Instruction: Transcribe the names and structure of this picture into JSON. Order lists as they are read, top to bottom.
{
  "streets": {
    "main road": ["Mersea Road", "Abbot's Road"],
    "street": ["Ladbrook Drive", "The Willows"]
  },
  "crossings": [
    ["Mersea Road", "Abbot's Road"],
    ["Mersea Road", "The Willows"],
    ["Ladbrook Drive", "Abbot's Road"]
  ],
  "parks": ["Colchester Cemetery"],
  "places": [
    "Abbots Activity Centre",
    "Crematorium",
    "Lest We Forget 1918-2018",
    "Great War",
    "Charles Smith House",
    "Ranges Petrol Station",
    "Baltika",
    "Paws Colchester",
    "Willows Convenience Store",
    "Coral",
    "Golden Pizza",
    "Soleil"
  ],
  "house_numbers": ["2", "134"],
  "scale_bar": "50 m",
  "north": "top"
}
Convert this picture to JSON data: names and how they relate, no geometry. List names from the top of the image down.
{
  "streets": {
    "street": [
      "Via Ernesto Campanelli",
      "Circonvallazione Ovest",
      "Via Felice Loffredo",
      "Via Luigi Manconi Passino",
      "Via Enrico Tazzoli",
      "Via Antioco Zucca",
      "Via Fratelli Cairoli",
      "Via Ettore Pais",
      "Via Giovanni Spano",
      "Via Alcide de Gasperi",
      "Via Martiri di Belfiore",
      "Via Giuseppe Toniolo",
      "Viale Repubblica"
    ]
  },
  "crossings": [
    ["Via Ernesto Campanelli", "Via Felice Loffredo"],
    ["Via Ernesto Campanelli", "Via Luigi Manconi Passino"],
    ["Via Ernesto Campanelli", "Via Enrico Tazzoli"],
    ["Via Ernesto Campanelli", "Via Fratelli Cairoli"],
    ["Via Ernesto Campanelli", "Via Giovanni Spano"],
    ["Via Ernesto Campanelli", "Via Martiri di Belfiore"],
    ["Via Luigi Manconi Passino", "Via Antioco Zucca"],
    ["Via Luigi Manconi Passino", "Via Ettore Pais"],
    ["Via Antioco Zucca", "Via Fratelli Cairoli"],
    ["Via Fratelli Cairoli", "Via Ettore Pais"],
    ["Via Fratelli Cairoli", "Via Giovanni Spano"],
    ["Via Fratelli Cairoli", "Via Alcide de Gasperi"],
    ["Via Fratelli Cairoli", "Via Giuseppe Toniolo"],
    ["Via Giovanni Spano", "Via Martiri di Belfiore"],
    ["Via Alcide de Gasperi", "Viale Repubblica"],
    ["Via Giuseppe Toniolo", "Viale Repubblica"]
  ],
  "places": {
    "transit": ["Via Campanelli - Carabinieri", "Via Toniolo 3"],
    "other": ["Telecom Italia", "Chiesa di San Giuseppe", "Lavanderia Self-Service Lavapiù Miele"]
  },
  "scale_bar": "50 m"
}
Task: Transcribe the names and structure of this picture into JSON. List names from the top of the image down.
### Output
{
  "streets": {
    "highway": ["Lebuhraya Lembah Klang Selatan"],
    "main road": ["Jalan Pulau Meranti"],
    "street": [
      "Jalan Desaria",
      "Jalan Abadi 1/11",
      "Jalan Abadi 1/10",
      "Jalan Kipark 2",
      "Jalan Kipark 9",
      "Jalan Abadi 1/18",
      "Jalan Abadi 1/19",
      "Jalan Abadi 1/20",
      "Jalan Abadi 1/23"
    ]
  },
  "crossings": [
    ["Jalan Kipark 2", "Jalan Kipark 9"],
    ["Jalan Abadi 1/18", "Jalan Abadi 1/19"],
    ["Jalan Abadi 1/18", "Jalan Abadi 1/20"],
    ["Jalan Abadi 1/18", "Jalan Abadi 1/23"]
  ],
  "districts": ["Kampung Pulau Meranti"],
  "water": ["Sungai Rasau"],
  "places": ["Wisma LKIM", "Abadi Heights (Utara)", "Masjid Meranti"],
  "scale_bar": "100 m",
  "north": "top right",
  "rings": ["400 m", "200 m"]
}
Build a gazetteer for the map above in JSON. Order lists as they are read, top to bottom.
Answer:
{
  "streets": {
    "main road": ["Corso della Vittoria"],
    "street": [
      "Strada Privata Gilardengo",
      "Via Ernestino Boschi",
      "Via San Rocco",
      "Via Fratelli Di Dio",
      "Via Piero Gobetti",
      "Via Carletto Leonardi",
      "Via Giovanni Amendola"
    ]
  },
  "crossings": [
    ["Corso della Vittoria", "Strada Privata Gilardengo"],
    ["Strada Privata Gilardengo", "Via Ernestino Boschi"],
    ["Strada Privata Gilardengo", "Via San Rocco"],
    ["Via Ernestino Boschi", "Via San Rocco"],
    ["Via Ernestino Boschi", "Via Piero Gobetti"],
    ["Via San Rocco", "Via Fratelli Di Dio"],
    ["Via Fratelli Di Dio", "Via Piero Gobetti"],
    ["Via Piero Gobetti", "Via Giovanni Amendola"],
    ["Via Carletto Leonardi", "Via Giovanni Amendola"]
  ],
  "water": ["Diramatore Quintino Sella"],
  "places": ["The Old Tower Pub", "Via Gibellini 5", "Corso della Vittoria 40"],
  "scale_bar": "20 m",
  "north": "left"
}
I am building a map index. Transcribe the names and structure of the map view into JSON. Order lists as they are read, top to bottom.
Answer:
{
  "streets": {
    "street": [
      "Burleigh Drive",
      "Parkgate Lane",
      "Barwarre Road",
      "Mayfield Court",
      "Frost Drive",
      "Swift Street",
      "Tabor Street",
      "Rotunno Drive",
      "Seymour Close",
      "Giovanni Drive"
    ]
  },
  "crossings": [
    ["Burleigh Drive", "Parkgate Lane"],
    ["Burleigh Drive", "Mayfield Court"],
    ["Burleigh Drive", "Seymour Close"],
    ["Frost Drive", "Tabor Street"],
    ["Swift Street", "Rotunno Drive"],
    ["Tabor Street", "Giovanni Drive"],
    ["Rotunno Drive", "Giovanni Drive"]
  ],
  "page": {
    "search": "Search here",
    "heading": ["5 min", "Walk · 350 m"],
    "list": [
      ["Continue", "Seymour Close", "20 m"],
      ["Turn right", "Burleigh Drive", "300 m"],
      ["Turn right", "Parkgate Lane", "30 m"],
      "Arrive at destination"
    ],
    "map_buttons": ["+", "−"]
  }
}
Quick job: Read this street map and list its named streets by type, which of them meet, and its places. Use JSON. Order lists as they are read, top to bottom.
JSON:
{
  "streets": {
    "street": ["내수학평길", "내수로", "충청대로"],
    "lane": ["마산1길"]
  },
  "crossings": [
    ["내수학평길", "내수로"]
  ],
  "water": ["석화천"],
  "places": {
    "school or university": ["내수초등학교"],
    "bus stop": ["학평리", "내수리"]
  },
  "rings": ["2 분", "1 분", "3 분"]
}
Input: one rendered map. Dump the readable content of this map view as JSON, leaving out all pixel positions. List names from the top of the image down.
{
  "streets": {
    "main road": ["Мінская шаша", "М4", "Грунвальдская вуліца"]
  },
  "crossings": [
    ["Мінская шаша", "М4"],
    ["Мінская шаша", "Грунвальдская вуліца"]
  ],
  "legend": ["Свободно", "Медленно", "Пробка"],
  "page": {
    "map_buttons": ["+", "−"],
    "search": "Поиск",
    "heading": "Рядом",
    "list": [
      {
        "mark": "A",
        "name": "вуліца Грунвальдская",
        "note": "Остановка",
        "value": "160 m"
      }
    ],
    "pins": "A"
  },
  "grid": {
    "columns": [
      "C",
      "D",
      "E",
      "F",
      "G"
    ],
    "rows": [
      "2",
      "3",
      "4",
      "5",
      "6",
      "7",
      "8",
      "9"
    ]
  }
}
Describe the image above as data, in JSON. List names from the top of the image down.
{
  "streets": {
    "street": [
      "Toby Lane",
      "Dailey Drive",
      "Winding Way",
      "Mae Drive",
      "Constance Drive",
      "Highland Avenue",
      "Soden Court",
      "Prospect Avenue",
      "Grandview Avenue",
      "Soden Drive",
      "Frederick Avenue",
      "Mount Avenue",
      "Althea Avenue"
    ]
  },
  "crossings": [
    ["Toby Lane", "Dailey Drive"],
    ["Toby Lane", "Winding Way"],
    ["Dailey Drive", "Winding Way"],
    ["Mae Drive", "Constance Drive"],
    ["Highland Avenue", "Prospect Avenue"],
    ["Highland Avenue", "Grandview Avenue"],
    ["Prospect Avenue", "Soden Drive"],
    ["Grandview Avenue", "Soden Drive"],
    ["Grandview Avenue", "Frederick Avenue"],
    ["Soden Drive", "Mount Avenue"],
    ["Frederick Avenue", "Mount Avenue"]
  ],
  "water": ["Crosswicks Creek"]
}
☆ ☆ ☆ ☆ ☆ ☆ ☆
◆ TASK OBJECTIVE: With the line that has "Convert this picture" as the first and the line that has "Task: Transcribe the" as the last, repeat exactly that run of lines above and no more.

◆ EXERCISE SOLUTION:
Convert this picture to JSON data: names and how they relate, no geometry. List names from the top of the image down.
{
  "streets": {
    "street": [
      "Via Ernesto Campanelli",
      "Circonvallazione Ovest",
      "Via Felice Loffredo",
      "Via Luigi Manconi Passino",
      "Via Enrico Tazzoli",
      "Via Antioco Zucca",
      "Via Fratelli Cairoli",
      "Via Ettore Pais",
      "Via Giovanni Spano",
      "Via Alcide de Gasperi",
      "Via Martiri di Belfiore",
      "Via Giuseppe Toniolo",
      "Viale Repubblica"
    ]
  },
  "crossings": [
    ["Via Ernesto Campanelli", "Via Felice Loffredo"],
    ["Via Ernesto Campanelli", "Via Luigi Manconi Passino"],
    ["Via Ernesto Campanelli", "Via Enrico Tazzoli"],
    ["Via Ernesto Campanelli", "Via Fratelli Cairoli"],
    ["Via Ernesto Campanelli", "Via Giovanni Spano"],
    ["Via Ernesto Campanelli", "Via Martiri di Belfiore"],
    ["Via Luigi Manconi Passino", "Via Antioco Zucca"],
    ["Via Luigi Manconi Passino", "Via Ettore Pais"],
    ["Via Antioco Zucca", "Via Fratelli Cairoli"],
    ["Via Fratelli Cairoli", "Via Ettore Pais"],
    ["Via Fratelli Cairoli", "Via Giovanni Spano"],
    ["Via Fratelli Cairoli", "Via Alcide de Gasperi"],
    ["Via Fratelli Cairoli", "Via Giuseppe Toniolo"],
    ["Via Giovanni Spano", "Via Martiri di Belfiore"],
    ["Via Alcide de Gasperi", "Viale Repubblica"],
    ["Via Giuseppe Toniolo", "Viale Repubblica"]
  ],
  "places": {
    "transit": ["Via Campanelli - Carabinieri", "Via Toniolo 3"],
    "other": ["Telecom Italia", "Chiesa di San Giuseppe", "Lavanderia Self-Service Lavapiù Miele"]
  },
  "scale_bar": "50 m"
}
Task: Transcribe the names and structure of this picture into JSON. List names from the top of the image down.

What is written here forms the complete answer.